If, at the age of 28, he doesn’t know why people have white hair it’s not my job to educate him. Such a question is best ignored. Or it should have a response like, “Because you’re just that annoying.” Instead I said, “Excuse me?”
He went again. “Why don’t you colour it?”
“Because I don’t care about a few white hairs? Because I like my natural hair colour? Because I don’t want to?”
Seriously, what is the problem here? Why should I have to dye my hair just because there are a few whites in there? And how, for goodness’ sake, is it anyone else’s business?
My hair-stylist actually pointed out each hair to me. I already knew about two (thanks to my brother), those he confirmed. Then as the other stylist there came up to us and said something, mine chuckled, and said, “Okay, I didn’t want to tell you but there’s a third one back here.”

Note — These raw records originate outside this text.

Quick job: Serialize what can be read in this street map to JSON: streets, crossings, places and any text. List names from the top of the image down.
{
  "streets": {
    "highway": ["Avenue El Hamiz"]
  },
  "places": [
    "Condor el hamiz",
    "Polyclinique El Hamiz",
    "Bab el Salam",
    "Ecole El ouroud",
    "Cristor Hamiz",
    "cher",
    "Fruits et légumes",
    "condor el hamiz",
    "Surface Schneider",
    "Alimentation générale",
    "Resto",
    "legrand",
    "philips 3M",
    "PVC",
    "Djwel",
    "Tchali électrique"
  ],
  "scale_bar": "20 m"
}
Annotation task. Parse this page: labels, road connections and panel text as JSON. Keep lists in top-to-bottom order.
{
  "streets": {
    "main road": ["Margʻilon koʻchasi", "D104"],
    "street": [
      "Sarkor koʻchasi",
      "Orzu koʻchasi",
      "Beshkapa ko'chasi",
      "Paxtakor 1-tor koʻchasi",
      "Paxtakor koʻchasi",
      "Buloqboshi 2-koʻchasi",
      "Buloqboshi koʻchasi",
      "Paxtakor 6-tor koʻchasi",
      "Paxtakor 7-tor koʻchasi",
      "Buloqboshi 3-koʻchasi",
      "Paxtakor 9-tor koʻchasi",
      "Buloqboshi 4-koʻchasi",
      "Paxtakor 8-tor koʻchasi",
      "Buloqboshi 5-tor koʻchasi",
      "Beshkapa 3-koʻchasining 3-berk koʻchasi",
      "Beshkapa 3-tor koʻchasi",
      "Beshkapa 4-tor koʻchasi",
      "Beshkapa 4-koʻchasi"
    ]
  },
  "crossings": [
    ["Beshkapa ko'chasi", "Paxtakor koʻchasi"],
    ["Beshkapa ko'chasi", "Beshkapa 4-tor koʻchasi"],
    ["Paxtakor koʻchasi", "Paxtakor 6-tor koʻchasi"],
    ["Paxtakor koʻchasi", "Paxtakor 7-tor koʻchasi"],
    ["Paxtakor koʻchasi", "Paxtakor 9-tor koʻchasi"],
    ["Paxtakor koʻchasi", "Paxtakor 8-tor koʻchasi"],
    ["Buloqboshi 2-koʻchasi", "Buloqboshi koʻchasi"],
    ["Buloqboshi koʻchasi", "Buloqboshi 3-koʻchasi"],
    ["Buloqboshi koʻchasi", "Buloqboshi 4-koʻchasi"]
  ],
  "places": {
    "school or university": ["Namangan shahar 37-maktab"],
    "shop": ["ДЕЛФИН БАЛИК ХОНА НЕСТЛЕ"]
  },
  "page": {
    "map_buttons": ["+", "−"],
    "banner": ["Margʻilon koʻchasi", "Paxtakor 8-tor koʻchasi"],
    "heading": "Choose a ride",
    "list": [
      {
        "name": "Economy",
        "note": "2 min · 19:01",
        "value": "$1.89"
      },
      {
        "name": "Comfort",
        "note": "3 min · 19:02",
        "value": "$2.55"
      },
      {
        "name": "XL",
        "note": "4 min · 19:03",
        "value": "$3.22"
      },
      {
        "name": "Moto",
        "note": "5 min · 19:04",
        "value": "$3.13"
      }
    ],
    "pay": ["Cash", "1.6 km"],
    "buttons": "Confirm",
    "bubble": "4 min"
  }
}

“Oh okay,” I said nonchalantly. It really didn’t matter that much.
“Do you want to colour your hair?” he asked me.
“Nope,” I replied. “First I’m going to see how I deal with it.”
I didn’t always think like this. My first white hair appeared quite some time ago and, ignoring my brother’s cries of “Six will spring up in its place!”, I plucked it out a few times. FYI, the fabled six new white ones did not show up. However, I think I uprooted the silver strand because, at that time, I wasn’t ready to grow up just yet. I didn’t want to accept it. Also, at that time, thirty seemed a scary number. But, as you can see, my take on that changed too. I’m not a different person because my age has hit a certain number. I just try to make wiser, smarter decisions that I’m sure of. And that’s because I spent my first 30 years on many people who aren’t valuable to me today; I don’t want to have that happen with the next 30.
I’ve come to the realisation that these greys are just a sign of growing older and I don’t want to cover that up until I find out what it really means to me or how it affects me. I want to see how I handle signs like these in a world obsessed with youth. Of course, I use anti-aging creams and sunscreen and sunglasses…to prevent wrinkles, sunspots, dark circles, etc. Sure, I want to keep all these side-effects of aging at bay for as long as possible, but they have to be dealt with at some time or the other. I’d rather be comfortable in my skin as I grow than groan and moan because of something so natural as age and life. It’s something each and every one must progress through. There’s nothing unique about it.
When I decide to, I will have my hair coloured a beautiful deep chestnut or mahogany brown and I’ll enjoy it. But until then I have a chance to learn a little more about myself and I don’t want to lose it. It’s a period of a different kind of self-discovery, the kind that is possible only now, when gradually transitioning from one phase of life into the next. The transition is inevitable; it doesn’t matter if you resist it, lament it, freak out over it, or simply deny it. What does matter is what you make of the journey. And I want to savour it.
Three white hairs. One for each decade I’ve lived. So far.